Means test rules act as barrier to saving for long term care, says IFoA

Open-access content Thursday 10th December 2015 — updated 5.50pm, Wednesday 29th April 2020

Current and proposed means tests are acting as a ‘disincentive’ for people to save for long-term care, the Institute and Faculty of Actuaries (IFoA) has revealed.

2

A report published by the IFoA, which analyses how financial products work alongside the Care Act 2014 to help people pay for care, found that under the current system, those with assets between £20,000 and £40,000could lose 80p in means tested benefits for every extra £1 saved.

Once the Care Act 2014 is implemented in 2020, and the means testing thresholds increase, this could be reduced to 50p for every additional £1 saved, it said.

The Act will replace existing legislation in England, with one of the key changes being a new capped charging system on care costs. A cap of £72,000 will apply to the care costs for those beyond state pension age. 

There are three aspects of an individual's care costs: daily living costs, local authority set care costs, and top-up care costs. The cap only applies in relation to local authority set care costs.

Thomas Kenny, chair of the products research group of the IFoA's Pensions and Long Term Care Working Party, which produced the report, said the changes to means testing were a "step in the right direction" but could still remain a "significant disincentive" for people to save for long-term care. 

In August, the UK government announced plans to delay the implementation of the Act to April 2020, instead of April 2016.

Kenny said the delay could leave those needing care unable to cope with unlimited expenses, and said the government should create a clear timetable for the implementation of the care cap. 

"We would also encourage them to look again at the weaknesses in the proposed system and make adjustments so that, when implemented, there will be an incentive for people to save for their long-term care," he said. 

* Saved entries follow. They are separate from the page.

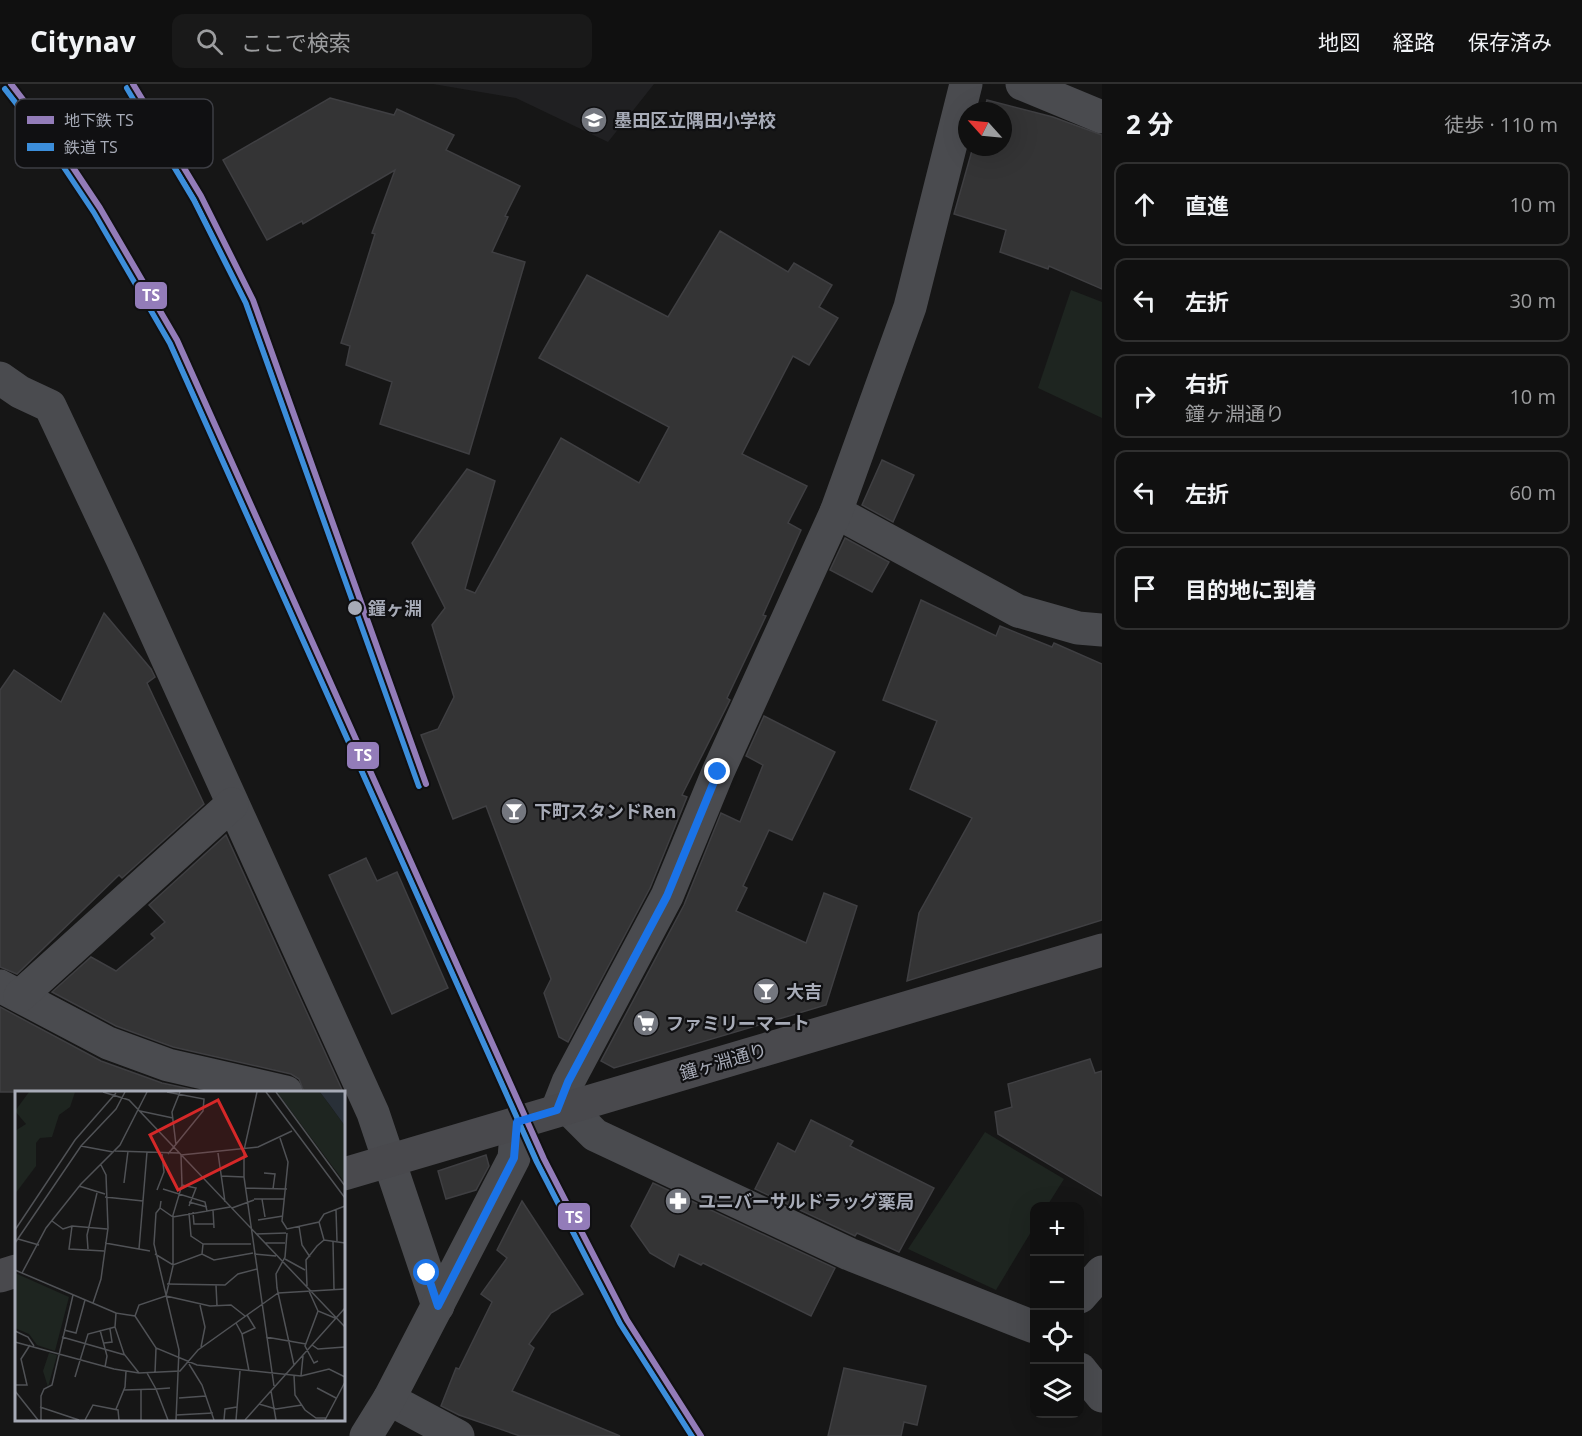 <!DOCTYPE html>
<html lang="ja">
<meta charset="utf-8">
<style>
:root{--surface:#101010;--page:#191919;--text:#f1f3f6;--muted:#9c9d9f;--line:#303030}
body{margin:0;font-family:"Open Sans","Noto Sans JP",sans-serif;background:var(--page);color:var(--text)}
.controls{position:absolute;right:18px;bottom:18px;display:grid;overflow:hidden;border-radius:12px;box-shadow:0 6px 24px #0002}
.controls button{width:54px;height:54px;display:grid;place-items:center;padding:0;border:0;border-bottom:2px solid var(--line);background:var(--surface);color:var(--text);font:30px sans-serif}
.compass{position:absolute;left:958px;top:18px;width:54px;height:54px;border-radius:50%;background:var(--surface);box-shadow:0 6px 24px #0002;rotate:297deg}
.stop{position:absolute;width:18px;height:18px;margin:-14px;border:4px solid #1a73e8;border-radius:50%;background:#fff}
.stop.end{background:#1a73e8;border-color:#fff;box-shadow:0 2px 6px #0008}
.list{margin:0;padding:0;list-style:none}
h2{display:flex;justify-content:space-between;align-items:center;height:78px;margin:0;padding:0 24px;font-size:26px}
h2 small{font-size:20px;font-weight:400;color:var(--muted)}
.list li{display:grid;grid-template-columns:39px 1fr auto;gap:18px;align-items:center;box-sizing:border-box;height:84px;margin:0 12px 12px;padding:0 12px;border:2px solid var(--line);border-radius:12px}
.list b{display:block;font-size:22px;white-space:nowrap}
.list p{margin:0;font-size:20px;white-space:nowrap;color:var(--muted)}
.list em{font-size:20px;font-style:normal;color:var(--muted)}
.icon{flex:none;width:33px;height:33px;fill:none;stroke:currentColor;stroke-width:2;stroke-linecap:round;stroke-linejoin:round}
.map{position:relative;flex:none;width:1102px;height:1352px;overflow:hidden}
header{display:flex;align-items:center;gap:36px;box-sizing:border-box;height:84px;padding:0 30px;background:var(--surface);border-bottom:2px solid var(--line)}
header strong{font-size:28px}
nav{display:flex;gap:33px;margin-inline-start:auto;font-size:21px}
.search{width:420px;height:54px;background:var(--page);display:flex;align-items:center;gap:15px;box-sizing:border-box;padding:0 21px;border-radius:12px;color:var(--muted);font-size:22px}
main{display:flex}
aside{flex:1;background:var(--surface)}
.map>svg:first-child{display:block}
.built{fill:#202022}
.green{fill:#1e2520}
.building{fill:#343435;stroke:#3f3f42;stroke-width:1.5}
.lines{fill:none;stroke-linecap:round;stroke-linejoin:round}
.street{stroke:#4a4b4f;stroke-width:33}
.secondary{stroke:#49494d;stroke-width:33}
.rail-1-casing{stroke:#101012;stroke-width:10}
.rail-1{stroke:#3c8edb;stroke-width:6}
.metro-1-casing{stroke:#101012;stroke-width:10}
.metro-1{stroke:#937cb9;stroke-width:6}
.route{stroke:#1a73e8;stroke-width:8}
.stop-dot{fill:#a7abb7;stroke:#101012;stroke-width:2}
.labels{text-anchor:middle;dominant-baseline:central;stroke-width:4.5;stroke-linejoin:round;paint-order:stroke}
.poi-label{font-size:18px;font-weight:bold;fill:#a7abb7;stroke:#101012;text-anchor:start}
.stop-label{font-size:18px;font-weight:bold;fill:#a7abb7;stroke:#101012;text-anchor:start}
.street-label{font-size:18px;fill:#a7abb7;stroke:#101012}
.inset-road{fill:none;stroke:#505256;stroke-width:1.5}
.view{fill:#d62828;fill-opacity:0.15;stroke:#d62828;stroke-width:3}
.inset-edge{fill:none;stroke:#a7abb7;stroke-width:3}
.key{fill:#101012;stroke:#3d3e44;stroke-width:1.5}
.key-label{font-size:16px;fill:#a7abb7}
.line-badge{stroke:#101012;stroke-width:2}
.badge-label{font-size:16px;text-anchor:middle;font-weight:bold;fill:#fff}
</style>
<header>
<strong>Citynav</strong>
<div class="search"><svg class="icon" aria-label="search" viewBox="0 0 24 24"><circle cx="10" cy="10" r="6"/><path d="M15 15l6 6"/></svg>ここで検索</div>
<nav><a>地図</a><a>経路</a><a>保存済み</a></nav>
</header>
<main>
<div class="map">
<svg width="1102" height="1352" viewBox="0 0 1102 1352">
<rect width="100%" height="100%" fill="#161616"/>
<polygon class="built" points="433,0 654,0 608,58 516,14"/>
<g class="green">
<polygon points="1071,206 1102,218 1102,334 1038,304"/>
<polygon points="985,1048 1064,1095 1047,1122 1034,1122 1034,1143 996,1206 908,1165"/>
</g>
<g class="building">
<polygon points="330,14 394,31 397,25 454,51 446,66 520,102 505,132 508,133 492,168 525,178 469,370 380,340 392,298 346,281 350,262 341,259 375,150 372,149 395,86 303,140 302,137 267,156 223,76"/>
<polygon points="987,16 1053,33 1102,51 1102,205 1049,182 1048,185 1000,168 1006,146 954,130 973,63 1003,63 1003,27 984,27"/>
<polygon points="720,147 788,188 794,179 832,201 819,223 838,234 809,281 793,272 742,370 807,402 788,439 801,446 763,531 766,532 727,614 730,616 682,711 687,713 650,804 568,958 559,953 544,909 551,895 486,722 453,735 421,651 438,645 454,613 432,541 445,524 412,459 467,385 495,397 465,505 475,509 561,354 639,399 669,343 539,274 587,191 668,233"/>
<polygon points="882,376 914,391 893,438 862,421"/>
<polygon points="845,454 889,478 872,508 830,486"/>
<polygon points="921,516 996,552 1000,542 1052,563 1054,559 1102,580 1102,836 907,897 919,829 972,734 910,705 937,637 883,616"/>
<polygon points="104,529 151,585 155,593 147,599 204,720 122,794 119,791 17,890 0,883 0,606 14,586 61,618"/>
<polygon points="764,632 835,668 792,756 769,746 743,802 747,804 736,827 806,859 824,809 857,822 826,921 614,984 601,977 684,821 721,729 740,738 763,681 746,672"/>
<polygon points="226,751 343,1008 304,1008 299,995 291,990 173,963 116,942 52,908 91,873 116,887 155,854 151,850 165,838 149,821"/>
<polygon points="366,774 377,797 397,788 448,904 392,930 329,791"/>
<polygon points="0,923 101,977 162,999 204,1008 0,1008"/>
<polygon points="1090,975 1095,989 1102,987 1102,1112 998,1050 995,1028 1012,1023 1008,1000"/>
<polygon points="811,1036 853,1057 850,1062 934,1104 899,1168 857,1149 855,1152 755,1105 778,1059 795,1068"/>
<polygon points="486,1071 489,1082 476,1106 446,1115 438,1087"/>
<polygon points="653,1099 835,1184 811,1232 703,1179 701,1181 679,1170 674,1183 650,1169 631,1142"/>
<polygon points="522,1117 583,1210 551,1229 529,1260 534,1264 512,1307 620,1352 520,1352 459,1331 441,1322 456,1284 459,1285 492,1218 481,1210 507,1174 497,1166"/>
<polygon points="844,1284 926,1302 917,1341 904,1338 901,1352 828,1352"/>
</g>
<g class="lines">
<g class="street">
<polyline points="1022,0 1102,33"/>
<polyline points="0,294 20,308 50,322 122,475 373,1029 438,1222"/>
<polyline points="836,428 1018,527 1078,544 1102,546"/>
<polyline points="0,902 108,959 168,981 286,1008"/>
<polyline points="20,912 232,720"/>
<polyline points="567,1023 595,1051 849,1170 1034,1243"/>
<polyline points="557,1026 568,998 667,812 718,688 836,428 910,223 966,0"/>
<polyline points="1080,1213 1102,1188"/>
<polyline points="1080,1285 1102,1312"/>
<polyline points="389,1315 458,1352"/>
<polyline points="366,1352 389,1315 514,1074 517,1038"/>
</g>
<g class="secondary">
<polyline points="344,1090 1102,866"/>
<polyline points="0,1192 16,1187"/>
</g>
<defs>
<g id="rail-1">
<polyline points="127,4 194,116 246,219 419,702"/>
<polyline points="5,5 52,65 94,128 170,259 537,1078 620,1239 692,1352"/>
</g>
</defs>
<use href="#rail-1" class="rail-1-casing"/>
<use href="#rail-1" class="rail-1"/>
<defs>
<g id="metro-1">
<polyline points="11,0 58,61 100,124 177,256 544,1075 627,1236 701,1352"/>
<polyline points="133,0 201,112 253,216 426,700"/>
</g>
</defs>
<use href="#metro-1" class="metro-1-casing"/>
<use href="#metro-1" class="metro-1"/>
</g>
<g class="lines">
<polyline class="route" points="427,1189 438,1222 514,1074 517,1038 557,1026 568,998 667,812 718,688"/>
</g>
<defs>
<symbol id="school-disc" viewBox="-11 -11 22 22"><circle r="9.5" fill="#74777f" stroke="#101012"/><path d="M0-5L7-2L0 1L-7-2ZM-4 1L0 2.5L4 1V4Q0 6-4 4Z" fill="#fff"/></symbol>
<symbol id="bar-disc" viewBox="-11 -11 22 22"><circle r="9.5" fill="#74777f" stroke="#101012"/><path d="M-6-5H6L.8 .8V4.5H3.5V6h-7V4.5H-.8V.8Z" fill="#fff"/></symbol>
<symbol id="supermarket-disc" viewBox="-11 -11 22 22"><circle r="9.5" fill="#74777f" stroke="#101012"/><path d="M-6-5.5h2.5l.6 2H6L4.5 2H-2.5L-4.4-4H-6ZM-1.5 3.2a1.3 1.3 0 1 0 .1 0ZM3 3.2a1.3 1.3 0 1 0 .1 0Z" fill="#fff"/></symbol>
<symbol id="pharmacy-disc" viewBox="-11 -11 22 22"><circle r="9.5" fill="#74777f" stroke="#101012"/><path d="M-2-6h4v4h4v4h-4v4h-4v-4h-4v-4h4Z" fill="#fff"/></symbol>
</defs>
<g fill-rule="evenodd">
<use href="#school-disc" x="579" y="21" width="30" height="30"/>
<use href="#bar-disc" x="499" y="712" width="30" height="30"/>
<use href="#bar-disc" x="751" y="892" width="30" height="30"/>
<use href="#supermarket-disc" x="631" y="924" width="30" height="30"/>
<use href="#pharmacy-disc" x="663" y="1102" width="30" height="30"/>
</g>
<circle class="stop-dot" cx="355" cy="524" r="8"/>
<g class="labels">
<g class="poi-label">
<text x="614" y="36">墨田区立隅田小学校</text>
<text x="534" y="727">下町スタンドRen</text>
<text x="786" y="907">大吉</text>
<text x="666" y="939">ファミリーマート</text>
<text x="698" y="1117">ユニバーサルドラッグ薬局</text>
</g>
<g class="stop-label">
<text x="368" y="524">鐘ヶ淵</text>
</g>
<g class="street-label">
<text transform="translate(723 977) rotate(-16)">鐘ヶ淵通り</text>
</g>
</g>
<g transform="translate(15 1007)">
<rect width="330" height="330" fill="#161616"/>
<path d="M14,1H60L55,16L44,24L37,46L25,47L21,52V75L0,103V40L11,33L0,20ZM262,1H305L330,35V92ZM0,182L54,206L40,260L22,254L14,243L0,237ZM34,262L42,264L33,296L28,280Z" fill="#1e2520"/>
<path d="M305,1H330V35L314,13Z" fill="#293038"/>
<path class="inset-road" d="M88,1L114,9L330,236M152,1L189,8L188,20L153,63M242,1L229,59V86L259,295M251,1L330,107M261,1L330,95M125,20L158,27M265,47L273,71L267,130L272,138L304,131L309,123L330,115M161,54L157,21L165,1M66,55L98,61M100,60L164,62M203,62L210,111M166,64L243,56L277,40M249,82L260,83L258,98M206,85L229,86M109,92L113,60M167,94L181,97L174,115M64,95L90,103M230,97L272,98M148,98L190,111L192,120M142,99L149,81L147,63M90,106L128,110M239,108H269M247,108L250,126M146,110L145,117L158,126L215,116M174,111L192,116M145,117L141,122L139,153L164,259L161,329M217,117L239,109M198,119L199,137M321,119L322,150M178,121L179,133H199M174,122L176,145L188,153L187,163M243,129L268,125M37,130L48,138L57,135L92,138M304,131L309,149M57,135L54,158L89,160M284,135L287,154L295,166M0,139L60,49L101,2M272,142L270,166L261,183L262,197L279,274M241,143L271,142M3,148L24,154M318,150L319,199M0,152L66,55L101,18L110,1M90,152L135,160M250,152H270M188,153H236M73,158L72,144L82,102M124,158L132,61M140,163L158,174L187,163L199,169L238,162M239,163L261,165M270,168L290,179M0,179L101,222M7,182L31,137L66,93L105,54L132,1M152,193L210,194L223,183L242,178M201,194L202,215M292,195L291,169L302,155L309,149L330,152M294,200L303,220L320,227M263,202L330,198M151,205L195,215L216,214L230,225M78,212L86,188L93,137L91,84L86,74M185,214L190,236L186,256M120,225L124,214L151,205L158,175V124L167,94L166,64M221,232L227,243L234,280M49,239L61,242L70,209M85,239L92,265L90,276M0,240L13,246L19,255M227,243L240,237L232,224M47,246L110,264M251,246L291,253M0,251L99,278L124,282L165,280L183,259L263,202M89,252L97,251L95,238M297,254L303,258L330,256M303,270L299,272L290,255L303,220M174,273L187,294L199,329M124,282L109,263L100,236L101,222L120,225L141,257L182,274L286,285L314,278L330,286M132,282L141,298L155,297M140,282L141,257M279,284L280,304L290,319L301,327H311M286,285L288,265M60,286L73,243L100,236M0,294H12L6,268L15,254M302,297L321,307M109,299L141,298L153,329M126,299V329M0,300L23,329M256,300L261,329M164,307L191,305M244,313L261,318L287,314M25,316L64,329M101,318L110,296L111,280M161,324L198,322M26,329V305L29,298L37,294L58,204M70,329L78,314L103,319L104,329M209,329L210,318L222,316M221,329L225,280M230,329L330,217M310,329L330,291"/>
<path class="view" d="M203,9L231,65L163,99L135,44Z"/>
<rect width="330" height="330" class="inset-edge"/>
</g>
<rect x="15" y="15" width="198" height="69" rx="9" class="key"/>
<rect x="27" y="32" width="27" height="8" fill="#937cb9"/>
<rect x="27" y="59" width="27" height="8" fill="#3c8edb"/>
<g class="key-label">
<text x="64" y="42">地下鉄 TS</text>
<text x="64" y="69">鉄道 TS</text>
</g>
<g class="line-badge">
<rect x="134" y="197" width="34" height="29" rx="6" fill="#937cb9"/>
<rect x="346" y="657" width="34" height="29" rx="6" fill="#937cb9"/>
<rect x="557" y="1118" width="34" height="29" rx="6" fill="#937cb9"/>
</g>
<g class="badge-label">
<text x="151" y="217">TS</text>
<text x="363" y="677">TS</text>
<text x="574" y="1139">TS</text>
</g>
</svg>
<div class="controls">
<button>+</button>
<button>−</button>
<button><svg class="icon" aria-label="locate" viewBox="0 0 24 24"><circle cx="12" cy="12" r="6"/><path d="M12 2v4M12 18v4M2 12h4M18 12h4"/></svg></button>
<button><svg class="icon" aria-label="layers" viewBox="0 0 24 24"><path d="M12 4l9 5-9 5-9-5zM3 14l9 5 9-5"/></svg></button>
</div>
<svg class="compass" viewBox="-18 -18 36 36"><path d="M0-13l5 13h-10z" fill="#e53935"/><path d="M0 13l5-13h-10z" fill="#9c9d9f"/></svg>
<div class="stop" style="left:427px;top:1189px"></div>
<div class="stop end" style="left:718px;top:688px"></div>
</div>
<aside>
<h2>2 分<small>徒歩 · 110 m</small></h2>
<ul class="list">
<li><svg class="icon" aria-label="ahead" viewBox="0 0 24 24"><path d="M12 20V5M6 11l6-6 6 6"/></svg><div><b>直進</b></div><em>10 m</em></li>
<li><svg class="icon" aria-label="left" viewBox="0 0 24 24"><path d="M17 20v-9H6M10 6l-5 5 5 5"/></svg><div><b>左折</b></div><em>30 m</em></li>
<li><svg class="icon" aria-label="right" viewBox="0 0 24 24"><path d="M7 20v-9h11M14 6l5 5-5 5"/></svg><div><b>右折</b><p>鐘ヶ淵通り</p></div><em>10 m</em></li>
<li><svg class="icon" aria-label="left" viewBox="0 0 24 24"><path d="M17 20v-9H6M10 6l-5 5 5 5"/></svg><div><b>左折</b></div><em>60 m</em></li>
<li><svg class="icon" aria-label="arrive" viewBox="0 0 24 24"><path d="M6 21V4h12l-3 4 3 4H6"/></svg><div><b>目的地に到着</b></div></li>
</ul>
</aside>
</main>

With recent reforms where people can take advantage of pension flexibilities, the report said it was not clear whether people would set aside funds to meet potential future care costs. It identified a number of financial products, such as Care ISAs, that could be used alongside the Act to help people pay for care.

Kenny said: "The IFoA suggests that the government could look at introducing some type of ring-fencing of savings from means testing to remove the current deterrent to saving for long-term care."

The document also showed how care costs could be determined both before and after the cap is reached for a range of circumstances, and found the new system was "complex", therefore making it difficult for people to understand their potential future care costs. 

"We also believe that it is in the public interest that people have access to information to enable them to understand the extent of their potential future care costs, and to help them make informed choices now to avoid making funding decisions at the point of crisis. Both government and industry have a role to play here," Kenny added.

This article appeared in our December 2015 issue of The Actuary.